28. Optimum Paths Example: Least-Cost Path • The figure to the left shows the solution of a least-cost path problem • The white line represents the optimum solution, or path of least total cost, across a friction surface represented as a raster layer • The area is dominated by a mountain range, and cost in this example is determined by elevation and slope • The best route uses a narrow pass through the range.

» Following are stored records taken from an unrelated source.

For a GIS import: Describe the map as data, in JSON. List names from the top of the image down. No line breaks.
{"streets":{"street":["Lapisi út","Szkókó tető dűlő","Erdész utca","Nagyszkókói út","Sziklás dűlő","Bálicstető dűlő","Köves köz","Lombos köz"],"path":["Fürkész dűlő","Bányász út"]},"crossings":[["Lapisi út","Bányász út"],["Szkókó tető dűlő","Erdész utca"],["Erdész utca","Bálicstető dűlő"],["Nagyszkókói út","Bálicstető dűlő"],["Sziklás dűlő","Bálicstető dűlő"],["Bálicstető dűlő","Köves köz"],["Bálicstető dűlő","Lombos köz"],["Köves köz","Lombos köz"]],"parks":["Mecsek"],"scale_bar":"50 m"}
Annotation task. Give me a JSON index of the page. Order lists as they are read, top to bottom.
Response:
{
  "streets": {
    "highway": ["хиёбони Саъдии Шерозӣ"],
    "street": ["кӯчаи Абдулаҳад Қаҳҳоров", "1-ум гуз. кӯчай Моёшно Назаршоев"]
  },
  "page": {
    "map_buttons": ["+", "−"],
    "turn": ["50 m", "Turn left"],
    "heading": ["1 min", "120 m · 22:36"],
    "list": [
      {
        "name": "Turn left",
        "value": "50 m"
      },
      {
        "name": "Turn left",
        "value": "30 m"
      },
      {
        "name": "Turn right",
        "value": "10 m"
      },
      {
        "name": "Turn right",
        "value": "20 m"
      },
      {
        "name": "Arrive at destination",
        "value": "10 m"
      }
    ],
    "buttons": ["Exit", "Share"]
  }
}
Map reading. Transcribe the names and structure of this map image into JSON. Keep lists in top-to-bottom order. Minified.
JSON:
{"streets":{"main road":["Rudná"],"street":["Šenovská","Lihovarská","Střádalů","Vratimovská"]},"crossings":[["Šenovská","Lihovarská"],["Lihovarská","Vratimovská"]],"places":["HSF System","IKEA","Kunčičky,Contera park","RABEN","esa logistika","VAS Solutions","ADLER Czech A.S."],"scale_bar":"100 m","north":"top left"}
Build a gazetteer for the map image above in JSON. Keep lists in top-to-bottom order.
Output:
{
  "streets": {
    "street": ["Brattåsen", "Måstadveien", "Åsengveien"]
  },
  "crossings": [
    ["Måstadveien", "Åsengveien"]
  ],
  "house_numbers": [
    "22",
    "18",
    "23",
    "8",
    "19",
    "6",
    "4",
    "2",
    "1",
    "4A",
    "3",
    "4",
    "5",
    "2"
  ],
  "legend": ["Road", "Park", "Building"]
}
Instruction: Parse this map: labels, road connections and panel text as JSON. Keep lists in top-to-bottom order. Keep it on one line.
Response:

The blue line results from solving the same problem using a coarser raster

29. Routing • Routing is like optimum path selection, but for vector data • Example 1: • Finding the optimal route between two locations on a vector road network utilizing road attributes (e.g., speed limit, congestion, # of lanes) • Routing often involves multiple paths – so it can incorporates both the paths and the order of stops • Example 2: The ‘traveling salesman problem’ • Suppose we have a set of locations we need to visit, and we want to minimize travel time. • Our route must find the shortest path from the origin, through a set of destinations, and back to the origin.

30. Example Routing Problem:Routing Service Technicians for an Elevator Co. • Every day this company’s service crews must visit a different set of locations in Los Angeles. • GIS is used to partition the day’s workload among the crews and trucks (color coding) and to optimize the route to minimize time and cost.

31. 6. Hypothesis Testing • We collect or acquire data and use statistics to test hypothesized relationships between variables from spatial data, such as: • Respiratory disease and distance from polluting factories. • Distance from power lines and brain cancer incidence. • Do more wildlife survive when greater than a mile from regular human activity? • Do the restaurants of a chain located in higher income areas bring in more revenue? • What combination of soil type, climatic conditions, and fertilizer use generally produce the highest crop yield?